(Required work)
Below are several entries. Transcribe exactly those lines that fall from the one with "Task: Serialize what" through the one with "Quick job: Extract", end lines included.

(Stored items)
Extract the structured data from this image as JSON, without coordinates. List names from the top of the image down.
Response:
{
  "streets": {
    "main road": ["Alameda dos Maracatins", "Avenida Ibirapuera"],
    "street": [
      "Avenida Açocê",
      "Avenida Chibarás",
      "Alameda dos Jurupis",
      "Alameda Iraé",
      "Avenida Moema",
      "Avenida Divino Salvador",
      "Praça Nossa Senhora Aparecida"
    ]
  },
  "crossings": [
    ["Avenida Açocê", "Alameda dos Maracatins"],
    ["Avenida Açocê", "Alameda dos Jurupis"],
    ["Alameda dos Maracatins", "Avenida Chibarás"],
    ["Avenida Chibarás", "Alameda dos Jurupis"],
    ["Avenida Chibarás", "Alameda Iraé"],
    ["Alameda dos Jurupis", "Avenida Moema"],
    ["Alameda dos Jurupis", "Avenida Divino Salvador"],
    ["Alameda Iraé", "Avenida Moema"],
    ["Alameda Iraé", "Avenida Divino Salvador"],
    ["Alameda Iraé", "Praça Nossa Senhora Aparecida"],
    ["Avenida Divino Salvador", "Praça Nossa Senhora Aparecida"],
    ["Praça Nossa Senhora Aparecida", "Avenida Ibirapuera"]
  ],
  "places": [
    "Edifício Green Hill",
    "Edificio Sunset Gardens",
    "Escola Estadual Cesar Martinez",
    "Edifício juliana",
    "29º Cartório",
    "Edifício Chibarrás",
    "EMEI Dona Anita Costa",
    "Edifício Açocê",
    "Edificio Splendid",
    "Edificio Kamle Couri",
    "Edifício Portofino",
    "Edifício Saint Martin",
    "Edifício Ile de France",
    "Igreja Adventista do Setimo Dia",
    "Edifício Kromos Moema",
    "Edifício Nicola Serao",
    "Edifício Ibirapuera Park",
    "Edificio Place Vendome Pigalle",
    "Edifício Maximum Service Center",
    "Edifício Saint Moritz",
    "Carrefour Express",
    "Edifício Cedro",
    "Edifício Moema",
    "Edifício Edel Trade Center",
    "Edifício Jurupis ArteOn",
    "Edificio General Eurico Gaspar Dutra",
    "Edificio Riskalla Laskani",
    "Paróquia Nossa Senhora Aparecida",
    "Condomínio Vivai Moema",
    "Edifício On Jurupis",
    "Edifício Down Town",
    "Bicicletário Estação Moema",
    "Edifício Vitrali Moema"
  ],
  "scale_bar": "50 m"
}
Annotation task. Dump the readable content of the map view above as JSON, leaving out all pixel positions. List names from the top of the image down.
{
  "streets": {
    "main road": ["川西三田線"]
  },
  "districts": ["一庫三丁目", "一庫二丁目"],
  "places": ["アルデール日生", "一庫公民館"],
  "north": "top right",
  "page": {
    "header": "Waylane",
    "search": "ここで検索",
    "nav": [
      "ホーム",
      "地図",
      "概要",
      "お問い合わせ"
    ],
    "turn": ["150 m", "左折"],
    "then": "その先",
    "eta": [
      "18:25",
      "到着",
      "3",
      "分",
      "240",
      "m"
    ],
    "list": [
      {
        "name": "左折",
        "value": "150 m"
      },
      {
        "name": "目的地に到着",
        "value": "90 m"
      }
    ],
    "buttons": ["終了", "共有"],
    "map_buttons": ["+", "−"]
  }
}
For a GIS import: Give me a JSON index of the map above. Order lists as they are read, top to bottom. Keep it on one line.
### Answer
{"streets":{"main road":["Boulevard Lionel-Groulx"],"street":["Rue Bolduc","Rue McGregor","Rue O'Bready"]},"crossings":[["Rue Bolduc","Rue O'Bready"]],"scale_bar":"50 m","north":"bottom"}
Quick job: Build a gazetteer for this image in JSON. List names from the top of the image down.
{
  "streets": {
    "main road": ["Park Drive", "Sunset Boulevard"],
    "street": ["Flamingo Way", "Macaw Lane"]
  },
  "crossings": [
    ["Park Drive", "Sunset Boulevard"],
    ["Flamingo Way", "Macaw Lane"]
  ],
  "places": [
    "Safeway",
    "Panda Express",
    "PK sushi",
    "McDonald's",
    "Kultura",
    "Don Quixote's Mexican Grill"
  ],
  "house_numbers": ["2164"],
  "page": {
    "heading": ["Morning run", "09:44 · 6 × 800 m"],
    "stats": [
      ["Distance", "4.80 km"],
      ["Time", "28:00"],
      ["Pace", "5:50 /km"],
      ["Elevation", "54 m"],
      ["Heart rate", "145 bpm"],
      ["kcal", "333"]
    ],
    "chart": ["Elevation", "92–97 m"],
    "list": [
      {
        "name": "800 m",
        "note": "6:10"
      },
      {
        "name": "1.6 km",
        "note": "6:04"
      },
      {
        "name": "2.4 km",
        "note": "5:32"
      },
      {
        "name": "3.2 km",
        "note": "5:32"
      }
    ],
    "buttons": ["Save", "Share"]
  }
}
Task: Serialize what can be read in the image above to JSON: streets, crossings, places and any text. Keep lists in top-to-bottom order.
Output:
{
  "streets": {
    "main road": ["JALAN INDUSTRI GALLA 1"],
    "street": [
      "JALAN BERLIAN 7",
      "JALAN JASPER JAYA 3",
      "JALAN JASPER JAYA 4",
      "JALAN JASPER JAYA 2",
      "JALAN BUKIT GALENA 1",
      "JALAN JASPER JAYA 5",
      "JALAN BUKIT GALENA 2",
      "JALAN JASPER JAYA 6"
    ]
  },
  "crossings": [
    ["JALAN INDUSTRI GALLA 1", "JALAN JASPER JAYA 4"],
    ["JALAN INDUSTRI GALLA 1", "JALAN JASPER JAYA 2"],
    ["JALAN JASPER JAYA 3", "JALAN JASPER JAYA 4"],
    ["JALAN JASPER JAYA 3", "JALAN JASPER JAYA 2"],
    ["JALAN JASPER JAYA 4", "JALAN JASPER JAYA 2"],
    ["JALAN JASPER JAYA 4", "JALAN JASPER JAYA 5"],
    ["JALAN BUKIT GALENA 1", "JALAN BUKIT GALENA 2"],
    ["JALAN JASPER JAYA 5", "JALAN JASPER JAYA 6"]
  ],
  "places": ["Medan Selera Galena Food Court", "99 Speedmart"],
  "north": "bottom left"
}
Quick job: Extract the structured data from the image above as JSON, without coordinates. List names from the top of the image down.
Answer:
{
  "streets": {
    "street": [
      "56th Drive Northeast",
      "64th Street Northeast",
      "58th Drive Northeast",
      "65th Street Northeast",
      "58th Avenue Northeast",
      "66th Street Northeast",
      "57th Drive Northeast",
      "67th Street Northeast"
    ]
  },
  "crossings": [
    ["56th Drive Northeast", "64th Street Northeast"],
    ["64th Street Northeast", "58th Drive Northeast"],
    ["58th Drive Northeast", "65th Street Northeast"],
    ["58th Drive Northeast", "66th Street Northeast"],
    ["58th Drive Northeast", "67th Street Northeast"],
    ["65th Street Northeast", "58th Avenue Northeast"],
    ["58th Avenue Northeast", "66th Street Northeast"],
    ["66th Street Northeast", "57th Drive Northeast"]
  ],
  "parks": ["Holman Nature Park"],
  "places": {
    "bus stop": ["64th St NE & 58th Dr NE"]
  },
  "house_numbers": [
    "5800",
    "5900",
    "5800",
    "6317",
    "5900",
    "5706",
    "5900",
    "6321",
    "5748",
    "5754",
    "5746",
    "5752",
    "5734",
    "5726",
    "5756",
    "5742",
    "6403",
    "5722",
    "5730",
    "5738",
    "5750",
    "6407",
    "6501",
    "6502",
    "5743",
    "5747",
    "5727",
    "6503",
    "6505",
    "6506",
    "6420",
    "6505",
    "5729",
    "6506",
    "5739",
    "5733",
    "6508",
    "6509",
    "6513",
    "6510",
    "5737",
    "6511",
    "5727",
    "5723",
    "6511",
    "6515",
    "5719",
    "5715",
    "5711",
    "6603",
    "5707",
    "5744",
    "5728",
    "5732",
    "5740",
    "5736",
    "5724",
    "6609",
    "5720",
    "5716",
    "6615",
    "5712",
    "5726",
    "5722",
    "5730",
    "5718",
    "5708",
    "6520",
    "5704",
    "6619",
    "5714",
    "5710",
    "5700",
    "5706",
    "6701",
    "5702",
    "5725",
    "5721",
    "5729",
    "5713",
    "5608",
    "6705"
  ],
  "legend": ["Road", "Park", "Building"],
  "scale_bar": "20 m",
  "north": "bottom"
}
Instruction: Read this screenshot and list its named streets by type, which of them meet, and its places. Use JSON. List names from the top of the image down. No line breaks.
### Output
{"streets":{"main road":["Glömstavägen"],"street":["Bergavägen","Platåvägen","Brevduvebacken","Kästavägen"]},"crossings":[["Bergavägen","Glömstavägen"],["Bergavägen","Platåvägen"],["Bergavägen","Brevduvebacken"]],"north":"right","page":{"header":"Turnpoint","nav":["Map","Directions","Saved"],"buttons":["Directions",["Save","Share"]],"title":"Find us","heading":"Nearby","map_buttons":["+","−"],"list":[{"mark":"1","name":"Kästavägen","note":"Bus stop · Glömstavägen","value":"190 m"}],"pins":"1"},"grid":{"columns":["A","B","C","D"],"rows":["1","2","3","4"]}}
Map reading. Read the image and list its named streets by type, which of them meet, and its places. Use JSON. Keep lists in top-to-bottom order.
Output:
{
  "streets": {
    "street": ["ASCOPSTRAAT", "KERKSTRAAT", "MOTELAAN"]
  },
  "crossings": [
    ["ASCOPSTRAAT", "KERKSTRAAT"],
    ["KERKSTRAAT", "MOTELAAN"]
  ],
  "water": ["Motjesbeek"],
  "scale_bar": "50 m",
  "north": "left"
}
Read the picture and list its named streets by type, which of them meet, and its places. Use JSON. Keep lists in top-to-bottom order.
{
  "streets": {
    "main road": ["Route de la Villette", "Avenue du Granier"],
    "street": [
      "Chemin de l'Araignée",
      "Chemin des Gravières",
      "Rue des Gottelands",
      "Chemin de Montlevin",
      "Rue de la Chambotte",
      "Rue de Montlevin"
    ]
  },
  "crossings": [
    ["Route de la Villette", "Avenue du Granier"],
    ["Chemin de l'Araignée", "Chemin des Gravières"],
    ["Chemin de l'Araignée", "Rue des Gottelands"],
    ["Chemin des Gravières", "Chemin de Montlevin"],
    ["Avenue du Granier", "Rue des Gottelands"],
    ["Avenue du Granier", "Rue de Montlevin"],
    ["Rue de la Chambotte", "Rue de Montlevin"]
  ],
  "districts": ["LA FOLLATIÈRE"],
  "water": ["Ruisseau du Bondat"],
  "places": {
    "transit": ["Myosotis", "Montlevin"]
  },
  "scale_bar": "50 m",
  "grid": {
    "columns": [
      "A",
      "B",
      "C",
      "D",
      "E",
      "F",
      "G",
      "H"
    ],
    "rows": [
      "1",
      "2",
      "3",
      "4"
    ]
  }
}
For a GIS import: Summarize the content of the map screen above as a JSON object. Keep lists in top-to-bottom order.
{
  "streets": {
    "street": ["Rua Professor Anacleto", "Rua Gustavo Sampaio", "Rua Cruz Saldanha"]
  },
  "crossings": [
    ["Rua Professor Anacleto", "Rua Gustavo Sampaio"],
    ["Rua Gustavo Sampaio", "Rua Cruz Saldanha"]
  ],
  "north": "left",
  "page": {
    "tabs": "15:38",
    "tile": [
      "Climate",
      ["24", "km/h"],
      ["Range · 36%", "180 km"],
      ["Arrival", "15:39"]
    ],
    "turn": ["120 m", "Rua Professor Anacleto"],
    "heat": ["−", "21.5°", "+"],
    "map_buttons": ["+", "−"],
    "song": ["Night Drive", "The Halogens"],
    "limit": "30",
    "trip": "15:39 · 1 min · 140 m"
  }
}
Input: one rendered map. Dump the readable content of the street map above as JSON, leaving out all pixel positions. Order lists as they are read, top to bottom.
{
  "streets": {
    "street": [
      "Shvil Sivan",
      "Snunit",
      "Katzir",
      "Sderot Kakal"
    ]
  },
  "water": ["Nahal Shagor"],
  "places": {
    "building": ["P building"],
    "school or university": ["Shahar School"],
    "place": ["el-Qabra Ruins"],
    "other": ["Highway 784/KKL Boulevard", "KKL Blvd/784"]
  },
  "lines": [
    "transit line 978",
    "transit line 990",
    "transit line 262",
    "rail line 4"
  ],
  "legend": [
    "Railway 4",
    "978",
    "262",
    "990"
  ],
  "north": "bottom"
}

(Written response)
Task: Serialize what can be read in the image above to JSON: streets, crossings, places and any text. Keep lists in top-to-bottom order.
Output:
{
  "streets": {
    "main road": ["JALAN INDUSTRI GALLA 1"],
    "street": [
      "JALAN BERLIAN 7",
      "JALAN JASPER JAYA 3",
      "JALAN JASPER JAYA 4",
      "JALAN JASPER JAYA 2",
      "JALAN BUKIT GALENA 1",
      "JALAN JASPER JAYA 5",
      "JALAN BUKIT GALENA 2",
      "JALAN JASPER JAYA 6"
    ]
  },
  "crossings": [
    ["JALAN INDUSTRI GALLA 1", "JALAN JASPER JAYA 4"],
    ["JALAN INDUSTRI GALLA 1", "JALAN JASPER JAYA 2"],
    ["JALAN JASPER JAYA 3", "JALAN JASPER JAYA 4"],
    ["JALAN JASPER JAYA 3", "JALAN JASPER JAYA 2"],
    ["JALAN JASPER JAYA 4", "JALAN JASPER JAYA 2"],
    ["JALAN JASPER JAYA 4", "JALAN JASPER JAYA 5"],
    ["JALAN BUKIT GALENA 1", "JALAN BUKIT GALENA 2"],
    ["JALAN JASPER JAYA 5", "JALAN JASPER JAYA 6"]
  ],
  "places": ["Medan Selera Galena Food Court", "99 Speedmart"],
  "north": "bottom left"
}
Quick job: Extract the structured data from the image above as JSON, without coordinates. List names from the top of the image down.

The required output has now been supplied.